### Data provided:
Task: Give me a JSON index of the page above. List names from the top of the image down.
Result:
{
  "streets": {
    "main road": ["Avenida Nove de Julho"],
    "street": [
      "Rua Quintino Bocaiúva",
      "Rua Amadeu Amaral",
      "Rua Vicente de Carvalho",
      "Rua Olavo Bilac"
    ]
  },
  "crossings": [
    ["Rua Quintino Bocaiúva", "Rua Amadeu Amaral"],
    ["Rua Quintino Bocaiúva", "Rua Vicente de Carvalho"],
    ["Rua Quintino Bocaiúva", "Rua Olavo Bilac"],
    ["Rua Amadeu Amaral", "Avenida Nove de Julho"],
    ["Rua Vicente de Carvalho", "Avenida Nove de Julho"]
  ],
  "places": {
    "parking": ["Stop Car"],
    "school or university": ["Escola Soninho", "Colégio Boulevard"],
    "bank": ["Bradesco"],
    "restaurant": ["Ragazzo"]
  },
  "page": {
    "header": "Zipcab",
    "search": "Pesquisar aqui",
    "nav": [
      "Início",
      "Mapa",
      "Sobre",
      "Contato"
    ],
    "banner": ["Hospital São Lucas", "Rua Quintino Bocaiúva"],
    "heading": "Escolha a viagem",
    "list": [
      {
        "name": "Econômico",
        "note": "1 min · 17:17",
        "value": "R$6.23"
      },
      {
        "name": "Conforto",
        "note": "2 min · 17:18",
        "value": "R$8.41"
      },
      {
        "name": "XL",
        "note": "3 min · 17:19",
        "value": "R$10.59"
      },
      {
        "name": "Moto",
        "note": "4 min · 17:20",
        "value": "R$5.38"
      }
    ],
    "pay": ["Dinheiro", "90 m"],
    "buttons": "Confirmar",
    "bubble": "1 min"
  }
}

### Problem description:
Repeat the whole listing exactly, with no omissions.

### Solution for this task:
Task: Give me a JSON index of the page above. List names from the top of the image down.
Result:
{
  "streets": {
    "main road": ["Avenida Nove de Julho"],
    "street": [
      "Rua Quintino Bocaiúva",
      "Rua Amadeu Amaral",
      "Rua Vicente de Carvalho",
      "Rua Olavo Bilac"
    ]
  },
  "crossings": [
    ["Rua Quintino Bocaiúva", "Rua Amadeu Amaral"],
    ["Rua Quintino Bocaiúva", "Rua Vicente de Carvalho"],
    ["Rua Quintino Bocaiúva", "Rua Olavo Bilac"],
    ["Rua Amadeu Amaral", "Avenida Nove de Julho"],
    ["Rua Vicente de Carvalho", "Avenida Nove de Julho"]
  ],
  "places": {
    "parking": ["Stop Car"],
    "school or university": ["Escola Soninho", "Colégio Boulevard"],
    "bank": ["Bradesco"],
    "restaurant": ["Ragazzo"]
  },
  "page": {
    "header": "Zipcab",
    "search": "Pesquisar aqui",
    "nav": [
      "Início",
      "Mapa",
      "Sobre",
      "Contato"
    ],
    "banner": ["Hospital São Lucas", "Rua Quintino Bocaiúva"],
    "heading": "Escolha a viagem",
    "list": [
      {
        "name": "Econômico",
        "note": "1 min · 17:17",
        "value": "R$6.23"
      },
      {
        "name": "Conforto",
        "note": "2 min · 17:18",
        "value": "R$8.41"
      },
      {
        "name": "XL",
        "note": "3 min · 17:19",
        "value": "R$10.59"
      },
      {
        "name": "Moto",
        "note": "4 min · 17:20",
        "value": "R$5.38"
      }
    ],
    "pay": ["Dinheiro", "90 m"],
    "buttons": "Confirmar",
    "bubble": "1 min"
  }
}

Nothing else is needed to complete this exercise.